# LOOKING for a 1964 plymouth sport fury diecast OR model kit



## bert model maker (Feb 19, 2002)

I have been trying to find a pre-built diecast OR a model kit of a 1964 Plymouth SPORT FURY. I have found a 65 and later and a 63 but no 64's. I have seen 64 savoys but even though they look simular, there are differences. The 1964 Plymouth "SPORT FURY" was my first car and my High school car that I had just had painted a custom color before some IDIOT car thief decided to steal a car. A police chase started & he attempted to speed around a rounded corner on the street i lived on and my car was parked in front of our house right where the street straigtend out and YEP, the thief lost control and totaled my car from behind and also the car across the street plus the stolen car which he left running in the middle of the narrow street ! He TRIED to out run the police DOGS. it turned out that he left a path of damaged cars for 8 blocks before hitting my pride & joy and totaling it.

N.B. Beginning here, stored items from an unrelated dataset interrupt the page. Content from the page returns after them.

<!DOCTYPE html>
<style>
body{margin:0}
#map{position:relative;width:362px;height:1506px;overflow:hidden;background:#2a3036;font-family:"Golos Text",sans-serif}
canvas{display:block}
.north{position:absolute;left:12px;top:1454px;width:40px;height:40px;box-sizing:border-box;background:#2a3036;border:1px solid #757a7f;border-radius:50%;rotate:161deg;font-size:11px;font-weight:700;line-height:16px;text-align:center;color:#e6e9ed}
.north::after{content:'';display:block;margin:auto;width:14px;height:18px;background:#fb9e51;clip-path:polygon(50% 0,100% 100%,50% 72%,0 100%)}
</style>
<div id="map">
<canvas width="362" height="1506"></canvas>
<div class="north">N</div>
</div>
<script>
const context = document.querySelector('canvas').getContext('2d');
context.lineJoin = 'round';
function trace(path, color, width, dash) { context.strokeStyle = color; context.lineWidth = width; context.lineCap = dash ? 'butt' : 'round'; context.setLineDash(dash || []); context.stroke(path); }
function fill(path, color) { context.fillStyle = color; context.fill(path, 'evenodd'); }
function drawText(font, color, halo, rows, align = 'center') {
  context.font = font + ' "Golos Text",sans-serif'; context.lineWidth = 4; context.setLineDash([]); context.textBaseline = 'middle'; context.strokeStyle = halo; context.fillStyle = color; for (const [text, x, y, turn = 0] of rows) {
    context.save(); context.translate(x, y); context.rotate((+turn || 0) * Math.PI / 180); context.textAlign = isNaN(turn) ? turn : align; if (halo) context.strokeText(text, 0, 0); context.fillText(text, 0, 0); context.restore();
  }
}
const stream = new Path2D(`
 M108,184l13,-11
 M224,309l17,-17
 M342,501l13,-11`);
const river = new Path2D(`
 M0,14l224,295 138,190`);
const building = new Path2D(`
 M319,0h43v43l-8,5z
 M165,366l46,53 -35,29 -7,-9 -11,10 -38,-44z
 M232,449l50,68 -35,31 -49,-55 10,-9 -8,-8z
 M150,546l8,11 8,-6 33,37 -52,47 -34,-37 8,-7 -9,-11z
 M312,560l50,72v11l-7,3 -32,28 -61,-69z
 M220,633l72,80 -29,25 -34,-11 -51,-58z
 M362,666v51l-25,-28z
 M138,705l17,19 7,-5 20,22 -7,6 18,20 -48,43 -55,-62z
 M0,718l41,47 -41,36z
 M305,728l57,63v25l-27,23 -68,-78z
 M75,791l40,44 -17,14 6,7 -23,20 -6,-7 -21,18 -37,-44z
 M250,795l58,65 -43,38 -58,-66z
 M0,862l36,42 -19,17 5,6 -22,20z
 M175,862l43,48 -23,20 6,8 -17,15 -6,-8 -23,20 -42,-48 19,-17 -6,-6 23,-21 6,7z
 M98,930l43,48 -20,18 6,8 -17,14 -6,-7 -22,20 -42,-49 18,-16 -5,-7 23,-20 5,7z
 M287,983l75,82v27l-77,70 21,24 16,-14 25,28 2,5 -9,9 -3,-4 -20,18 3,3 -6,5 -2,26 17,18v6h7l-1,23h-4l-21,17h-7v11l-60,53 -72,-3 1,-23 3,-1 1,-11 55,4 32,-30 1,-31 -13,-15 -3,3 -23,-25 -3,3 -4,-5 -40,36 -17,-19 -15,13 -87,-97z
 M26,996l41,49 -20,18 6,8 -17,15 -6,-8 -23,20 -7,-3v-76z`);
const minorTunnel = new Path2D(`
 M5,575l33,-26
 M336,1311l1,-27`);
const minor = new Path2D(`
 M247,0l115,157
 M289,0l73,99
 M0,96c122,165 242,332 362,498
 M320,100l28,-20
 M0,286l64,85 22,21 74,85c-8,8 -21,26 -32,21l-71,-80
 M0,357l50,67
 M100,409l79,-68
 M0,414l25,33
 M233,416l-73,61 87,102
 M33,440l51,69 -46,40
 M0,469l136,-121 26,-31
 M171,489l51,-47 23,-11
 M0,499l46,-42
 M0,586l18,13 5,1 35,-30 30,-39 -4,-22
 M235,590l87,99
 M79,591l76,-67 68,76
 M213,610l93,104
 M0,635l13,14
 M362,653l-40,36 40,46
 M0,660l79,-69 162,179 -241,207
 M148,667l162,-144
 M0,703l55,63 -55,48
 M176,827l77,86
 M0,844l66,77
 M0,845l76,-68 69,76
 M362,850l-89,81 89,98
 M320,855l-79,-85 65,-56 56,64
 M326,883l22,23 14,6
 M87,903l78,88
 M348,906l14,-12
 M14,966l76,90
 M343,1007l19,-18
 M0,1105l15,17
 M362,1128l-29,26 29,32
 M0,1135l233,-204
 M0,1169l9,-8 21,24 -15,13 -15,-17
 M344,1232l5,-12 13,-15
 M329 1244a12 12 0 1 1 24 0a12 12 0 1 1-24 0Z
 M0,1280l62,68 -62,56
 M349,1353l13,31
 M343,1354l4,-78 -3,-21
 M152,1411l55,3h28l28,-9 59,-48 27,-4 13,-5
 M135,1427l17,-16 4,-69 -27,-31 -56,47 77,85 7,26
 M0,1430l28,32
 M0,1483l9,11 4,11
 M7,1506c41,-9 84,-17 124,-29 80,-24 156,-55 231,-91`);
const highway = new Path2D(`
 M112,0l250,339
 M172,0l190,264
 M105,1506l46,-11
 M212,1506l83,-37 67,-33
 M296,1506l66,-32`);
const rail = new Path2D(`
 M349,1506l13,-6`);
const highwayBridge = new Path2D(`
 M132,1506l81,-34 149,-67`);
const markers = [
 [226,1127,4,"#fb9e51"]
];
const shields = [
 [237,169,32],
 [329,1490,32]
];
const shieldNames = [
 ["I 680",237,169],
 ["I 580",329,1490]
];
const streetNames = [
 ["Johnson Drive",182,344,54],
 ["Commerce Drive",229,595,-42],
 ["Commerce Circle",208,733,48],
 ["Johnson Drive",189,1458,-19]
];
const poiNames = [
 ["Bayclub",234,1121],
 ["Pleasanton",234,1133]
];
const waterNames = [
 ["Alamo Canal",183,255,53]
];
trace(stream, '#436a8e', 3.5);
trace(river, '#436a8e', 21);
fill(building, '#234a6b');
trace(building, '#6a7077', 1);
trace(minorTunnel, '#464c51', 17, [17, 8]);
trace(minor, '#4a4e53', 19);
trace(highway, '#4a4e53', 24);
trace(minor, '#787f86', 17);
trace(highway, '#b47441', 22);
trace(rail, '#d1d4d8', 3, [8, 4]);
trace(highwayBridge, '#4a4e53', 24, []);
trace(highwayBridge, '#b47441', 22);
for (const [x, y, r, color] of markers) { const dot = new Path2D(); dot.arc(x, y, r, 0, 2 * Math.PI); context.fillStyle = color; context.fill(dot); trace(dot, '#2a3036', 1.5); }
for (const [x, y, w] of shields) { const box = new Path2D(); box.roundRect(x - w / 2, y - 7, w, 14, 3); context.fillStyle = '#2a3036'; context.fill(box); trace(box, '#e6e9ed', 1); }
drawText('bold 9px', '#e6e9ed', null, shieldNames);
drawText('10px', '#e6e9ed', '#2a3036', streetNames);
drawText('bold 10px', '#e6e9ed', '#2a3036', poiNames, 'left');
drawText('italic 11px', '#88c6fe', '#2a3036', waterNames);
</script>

I really liked that car. I could not find another one anywhere ( this was in 1973 ) so I ended up buying a very nice 68 Dodge charger. I just saw a very nice 64 "sport Fury " at the car show and the old timer who had it said he has owned it since new in 1964. I really hope I can find a Model kit or diecast car of my first car, the great 1964 Plymouth " SPORT FURY " If any of you know where I could find one please let me know & if possible, post any links you may have. THANKS !
BERT
MODEL MAKER:thumbsup:


----------